[Entries taken from a collection]
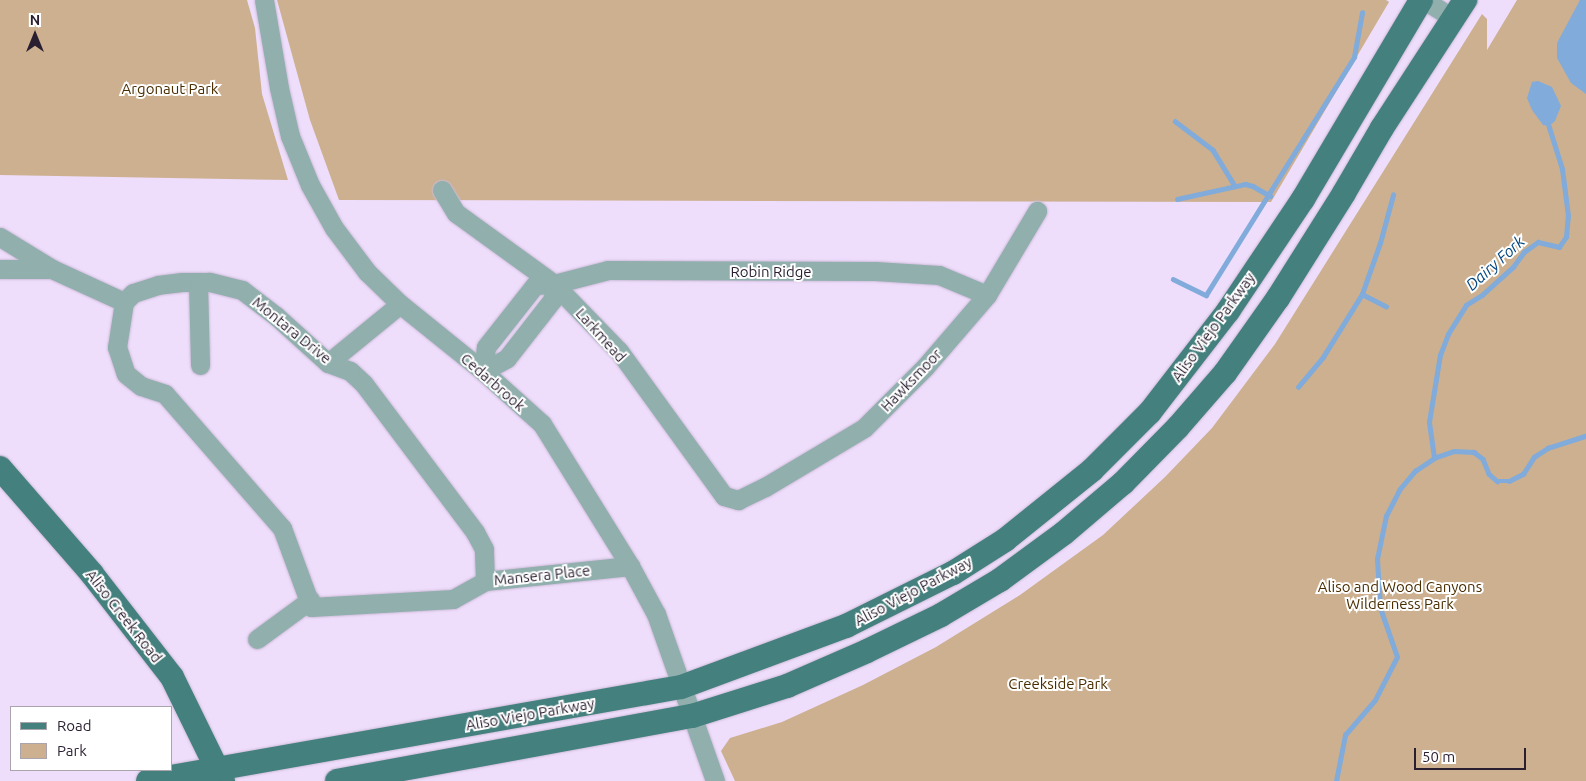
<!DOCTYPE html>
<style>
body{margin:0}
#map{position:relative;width:1586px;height:781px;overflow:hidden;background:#eeddfb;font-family:Ubuntu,sans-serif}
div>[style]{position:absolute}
.green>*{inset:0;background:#ccb090}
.water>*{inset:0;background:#80abda}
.stream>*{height:4.5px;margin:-2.25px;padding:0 2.25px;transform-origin:2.25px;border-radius:2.25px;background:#80abda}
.roads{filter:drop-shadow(0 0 1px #cbbbd7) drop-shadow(0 0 1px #cbbbd7)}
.minor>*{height:19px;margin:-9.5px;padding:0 9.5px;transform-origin:9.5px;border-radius:9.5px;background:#90afad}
.major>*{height:24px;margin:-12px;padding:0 12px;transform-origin:12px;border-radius:12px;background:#44807e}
span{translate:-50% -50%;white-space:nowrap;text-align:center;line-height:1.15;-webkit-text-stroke:4px #fff;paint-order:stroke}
.park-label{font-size:15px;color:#492d01}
.street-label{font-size:15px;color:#2a1f31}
.water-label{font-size:16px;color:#044680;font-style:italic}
.legend{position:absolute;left:10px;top:706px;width:162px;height:65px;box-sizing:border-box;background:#fff;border:1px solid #aaa5ad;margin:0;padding:6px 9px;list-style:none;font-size:15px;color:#2a1f31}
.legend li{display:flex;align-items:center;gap:10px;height:25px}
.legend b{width:25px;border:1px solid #aaa5ad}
.north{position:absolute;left:10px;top:10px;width:50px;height:50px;-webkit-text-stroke:4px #fff;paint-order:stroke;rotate:0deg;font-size:14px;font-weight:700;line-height:20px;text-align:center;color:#2a1f31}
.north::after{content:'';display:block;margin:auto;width:18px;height:22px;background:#2a1f31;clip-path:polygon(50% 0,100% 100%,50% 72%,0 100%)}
.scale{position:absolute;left:1414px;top:748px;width:112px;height:22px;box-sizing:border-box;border:2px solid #2a1f31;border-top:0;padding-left:6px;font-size:15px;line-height:18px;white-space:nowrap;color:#2a1f31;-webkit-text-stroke:4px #fff;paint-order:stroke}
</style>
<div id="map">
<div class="green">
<i style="clip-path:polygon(0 0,247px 0,255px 28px,262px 94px,288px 180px,0 175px)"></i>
<i style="clip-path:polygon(277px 0,1386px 0,1389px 2px,1271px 202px,339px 200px,310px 120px)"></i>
<i style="clip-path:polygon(1517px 0,1586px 0,1586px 781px,735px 781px,721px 751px,730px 738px,782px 722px,863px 685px,936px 647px,1020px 595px,1103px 535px,1165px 477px,1212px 428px,1275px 344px,1482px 14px,1487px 19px,1487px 50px)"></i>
</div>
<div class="water">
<i style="clip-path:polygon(1580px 0,1586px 0,1586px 94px,1571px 83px,1557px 58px,1557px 43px)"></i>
<i style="clip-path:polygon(1538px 81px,1552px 87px,1561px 106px,1555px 121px,1549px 126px,1543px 125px,1532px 110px,1527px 98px,1532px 82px)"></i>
</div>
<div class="stream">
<i style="left:1175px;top:121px;width:48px;rotate:37.3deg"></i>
<i style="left:1213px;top:150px;width:42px;rotate:58.6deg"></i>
<i style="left:1177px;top:199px;width:70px;rotate:-12.4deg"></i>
<i style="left:1245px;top:184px;width:8px;rotate:14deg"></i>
<i style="left:1253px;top:186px;width:20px;rotate:30deg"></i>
<i style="left:1173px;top:279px;width:37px;rotate:26deg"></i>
<i style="left:1206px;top:295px;width:280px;rotate:-58.1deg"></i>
<i style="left:1354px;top:57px;width:45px;rotate:-79.7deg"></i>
<i style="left:1362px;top:294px;width:54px;rotate:-70.6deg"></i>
<i style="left:1380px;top:243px;width:50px;rotate:-74.8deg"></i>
<i style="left:1298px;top:387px;width:39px;rotate:-50deg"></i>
<i style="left:1323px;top:357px;width:74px;rotate:-58.2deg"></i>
<i style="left:1362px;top:294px;width:27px;rotate:27deg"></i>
<i style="left:1434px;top:458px;width:36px;rotate:-98deg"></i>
<i style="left:1429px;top:422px;width:68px;rotate:-80.7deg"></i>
<i style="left:1440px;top:355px;width:22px;rotate:-69deg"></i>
<i style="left:1448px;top:334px;width:34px;rotate:-58deg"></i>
<i style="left:1466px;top:305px;width:19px;rotate:-32deg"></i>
<i style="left:1482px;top:295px;width:42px;rotate:-42.1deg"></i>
<i style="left:1513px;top:267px;width:19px;rotate:-54deg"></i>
<i style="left:1524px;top:252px;width:17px;rotate:-36deg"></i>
<i style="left:1538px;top:242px;width:22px;rotate:13deg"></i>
<i style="left:1559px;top:247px;width:12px;rotate:-55deg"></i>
<i style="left:1566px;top:237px;width:21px;rotate:-85deg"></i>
<i style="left:1568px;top:216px;width:47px;rotate:-97.3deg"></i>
<i style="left:1562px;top:169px;width:50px;rotate:-107.4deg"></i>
<i style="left:1336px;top:781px;width:47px;rotate:-78.9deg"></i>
<i style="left:1345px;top:735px;width:46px;rotate:-49.4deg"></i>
<i style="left:1375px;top:700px;width:48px;rotate:-62.9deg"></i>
<i style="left:1397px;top:657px;width:52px;rotate:-109.1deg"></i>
<i style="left:1380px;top:608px;width:49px;rotate:-93.5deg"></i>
<i style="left:1377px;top:559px;width:44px;rotate:-78.2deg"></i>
<i style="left:1386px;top:516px;width:29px;rotate:-63deg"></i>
<i style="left:1399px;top:490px;width:25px;rotate:-50deg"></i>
<i style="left:1415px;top:471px;width:23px;rotate:-34deg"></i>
<i style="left:1434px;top:458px;width:21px;rotate:-19deg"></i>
<i style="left:1454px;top:451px;width:20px;rotate:3deg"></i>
<i style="left:1474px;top:452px;width:11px;rotate:38deg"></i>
<i style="left:1483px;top:459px;width:16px;rotate:68deg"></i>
<i style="left:1489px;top:474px;width:11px;rotate:41deg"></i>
<i style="left:1497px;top:481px;width:12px"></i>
<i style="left:1509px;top:481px;width:16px;rotate:-27deg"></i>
<i style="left:1523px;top:474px;width:20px;rotate:-57deg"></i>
<i style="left:1534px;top:457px;width:17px;rotate:-33deg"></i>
<i style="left:1548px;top:448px;width:40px;rotate:-18deg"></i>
</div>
<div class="roads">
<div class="minor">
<i style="left:264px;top:0;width:89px;rotate:80.3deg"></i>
<i style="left:279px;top:88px;width:49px;rotate:77.1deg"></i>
<i style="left:290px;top:136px;width:53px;rotate:67.8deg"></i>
<i style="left:310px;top:185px;width:49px;rotate:60.8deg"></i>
<i style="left:334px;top:228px;width:55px;rotate:53.1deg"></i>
<i style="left:367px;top:272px;width:46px;rotate:44.1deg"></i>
<i style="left:400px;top:304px;width:107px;rotate:38.9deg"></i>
<i style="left:483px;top:371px;width:79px;rotate:41.9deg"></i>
<i style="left:542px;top:424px;width:167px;rotate:58.2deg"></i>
<i style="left:630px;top:566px;width:55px;rotate:61.6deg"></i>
<i style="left:656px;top:614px;width:177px;rotate:70.5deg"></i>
<i style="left:1424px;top:0;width:34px;rotate:32deg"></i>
<i style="left:442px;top:190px;width:27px;rotate:59deg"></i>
<i style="left:456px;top:213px;width:121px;rotate:35.9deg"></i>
<i style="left:554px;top:284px;width:93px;rotate:45.9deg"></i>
<i style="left:619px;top:351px;width:179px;rotate:54.1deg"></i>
<i style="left:724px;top:496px;width:15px;rotate:16deg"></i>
<i style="left:738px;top:500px;width:30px;rotate:-26deg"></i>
<i style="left:765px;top:487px;width:115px;rotate:-30.8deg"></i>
<i style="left:864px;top:428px;width:86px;rotate:-45deg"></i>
<i style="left:925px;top:367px;width:95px;rotate:-49.3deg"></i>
<i style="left:987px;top:295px;width:98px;rotate:-59.2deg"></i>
<i style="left:0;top:237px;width:61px;rotate:31.6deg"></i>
<i style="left:52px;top:269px;width:79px;rotate:24.6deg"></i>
<i style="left:0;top:269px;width:51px"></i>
<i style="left:198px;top:282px;width:83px;rotate:88.6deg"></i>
<i style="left:328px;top:363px;width:93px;rotate:-39.3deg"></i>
<i style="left:483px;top:371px;width:24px;rotate:-83deg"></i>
<i style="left:486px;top:347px;width:79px;rotate:-51.7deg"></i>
<i style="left:535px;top:285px;width:19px;rotate:-3deg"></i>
<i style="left:554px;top:284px;width:56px;rotate:-14.5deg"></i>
<i style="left:608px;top:270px;width:267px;rotate:0.2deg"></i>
<i style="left:875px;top:271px;width:64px;rotate:3.6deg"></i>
<i style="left:939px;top:275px;width:52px;rotate:22.6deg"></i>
<i style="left:483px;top:371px;width:27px;rotate:-28deg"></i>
<i style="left:507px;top:358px;width:75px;rotate:-52.1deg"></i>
<i style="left:553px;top:299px;width:15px;rotate:-86deg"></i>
<i style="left:485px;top:581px;width:32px;rotate:-92deg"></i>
<i style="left:484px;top:549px;width:19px;rotate:-118deg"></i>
<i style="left:475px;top:532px;width:185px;rotate:-126.9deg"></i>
<i style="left:364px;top:384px;width:19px;rotate:-137deg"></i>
<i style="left:350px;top:371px;width:23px;rotate:-160deg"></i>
<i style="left:328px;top:363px;width:70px;rotate:-137.9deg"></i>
<i style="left:276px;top:316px;width:43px;rotate:-142.6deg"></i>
<i style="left:242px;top:290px;width:34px;rotate:-166deg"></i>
<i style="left:209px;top:282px;width:27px;rotate:180deg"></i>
<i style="left:182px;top:282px;width:24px;rotate:173deg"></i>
<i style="left:158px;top:285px;width:26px;rotate:162deg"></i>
<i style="left:133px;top:293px;width:13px;rotate:135deg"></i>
<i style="left:124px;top:302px;width:46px;rotate:98.8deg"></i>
<i style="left:117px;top:347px;width:28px;rotate:72deg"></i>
<i style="left:126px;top:374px;width:19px;rotate:39deg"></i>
<i style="left:141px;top:386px;width:25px;rotate:18deg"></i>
<i style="left:165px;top:394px;width:178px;rotate:48.9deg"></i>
<i style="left:282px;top:528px;width:84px;rotate:69.8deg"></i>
<i style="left:311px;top:607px;width:142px;rotate:-3.2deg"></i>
<i style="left:453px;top:599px;width:37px;rotate:-29deg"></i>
<i style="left:485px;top:581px;width:146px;rotate:-5.9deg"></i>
<i style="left:257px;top:639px;width:66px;rotate:-36.3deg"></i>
</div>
<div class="major">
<i style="left:0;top:468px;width:140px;rotate:49deg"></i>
<i style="left:92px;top:574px;width:130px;rotate:52.2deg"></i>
<i style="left:172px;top:677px;width:116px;rotate:63.9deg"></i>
<i style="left:148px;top:781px;width:541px;rotate:-10deg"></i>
<i style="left:681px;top:687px;width:176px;rotate:-20.3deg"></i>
<i style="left:846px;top:626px;width:119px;rotate:-26.4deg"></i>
<i style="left:953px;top:573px;width:62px;rotate:-32.4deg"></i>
<i style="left:1005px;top:540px;width:112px;rotate:-38.8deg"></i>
<i style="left:1092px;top:470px;width:82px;rotate:-45deg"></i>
<i style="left:1150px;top:412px;width:128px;rotate:-52.3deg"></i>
<i style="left:1228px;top:311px;width:135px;rotate:-56.2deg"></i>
<i style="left:1303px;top:199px;width:231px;rotate:-59.3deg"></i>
<i style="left:337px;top:781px;width:361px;rotate:-10.4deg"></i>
<i style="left:692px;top:716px;width:100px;rotate:-17.5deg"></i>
<i style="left:787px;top:686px;width:87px;rotate:-23.6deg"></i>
<i style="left:867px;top:651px;width:82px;rotate:-25.9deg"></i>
<i style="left:941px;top:615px;width:69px;rotate:-30.7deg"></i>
<i style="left:1000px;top:580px;width:79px;rotate:-36.3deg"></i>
<i style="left:1064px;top:533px;width:77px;rotate:-40.3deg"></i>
<i style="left:1123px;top:483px;width:78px;rotate:-45.5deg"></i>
<i style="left:1178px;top:427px;width:72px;rotate:-49deg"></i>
<i style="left:1225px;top:373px;width:92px;rotate:-54.8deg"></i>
<i style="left:1278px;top:298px;width:124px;rotate:-57.8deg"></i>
<i style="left:1344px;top:193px;width:75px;rotate:-59.7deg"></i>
<i style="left:1382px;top:128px;width:153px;rotate:-57deg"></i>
</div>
</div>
<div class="park-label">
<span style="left:170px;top:89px">Argonaut Park</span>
<span style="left:1400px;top:595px">Aliso and Wood Canyons<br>Wilderness Park</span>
<span style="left:1058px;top:684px">Creekside Park</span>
</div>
<div class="street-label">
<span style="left:771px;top:272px">Robin Ridge</span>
<span style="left:1213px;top:327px;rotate:-54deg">Aliso Viejo Parkway</span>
<span style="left:292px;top:330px;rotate:39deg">Montara Drive</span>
<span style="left:601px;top:335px;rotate:48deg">Larkmead</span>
<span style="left:911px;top:380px;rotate:-46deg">Hawksmoor</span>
<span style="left:493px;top:382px;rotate:41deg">Cedarbrook</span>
<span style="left:542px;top:575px;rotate:-6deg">Mansera Place</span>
<span style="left:913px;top:591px;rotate:-28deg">Aliso Viejo Parkway</span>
<span style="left:124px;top:616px;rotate:52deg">Aliso Creek Road</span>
<span style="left:530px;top:714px;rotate:-10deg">Aliso Viejo Parkway</span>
</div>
<div class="water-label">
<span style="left:1495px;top:263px;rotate:-42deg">Dairy Fork</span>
</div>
<ul class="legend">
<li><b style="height:6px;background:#44807e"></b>Road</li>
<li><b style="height:14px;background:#ccb090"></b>Park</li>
</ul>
<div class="north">N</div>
<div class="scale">50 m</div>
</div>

__Exercise goal__
Work out how many lines in the records include "stream". Only the number should be given.

__Reply to the exercise__
2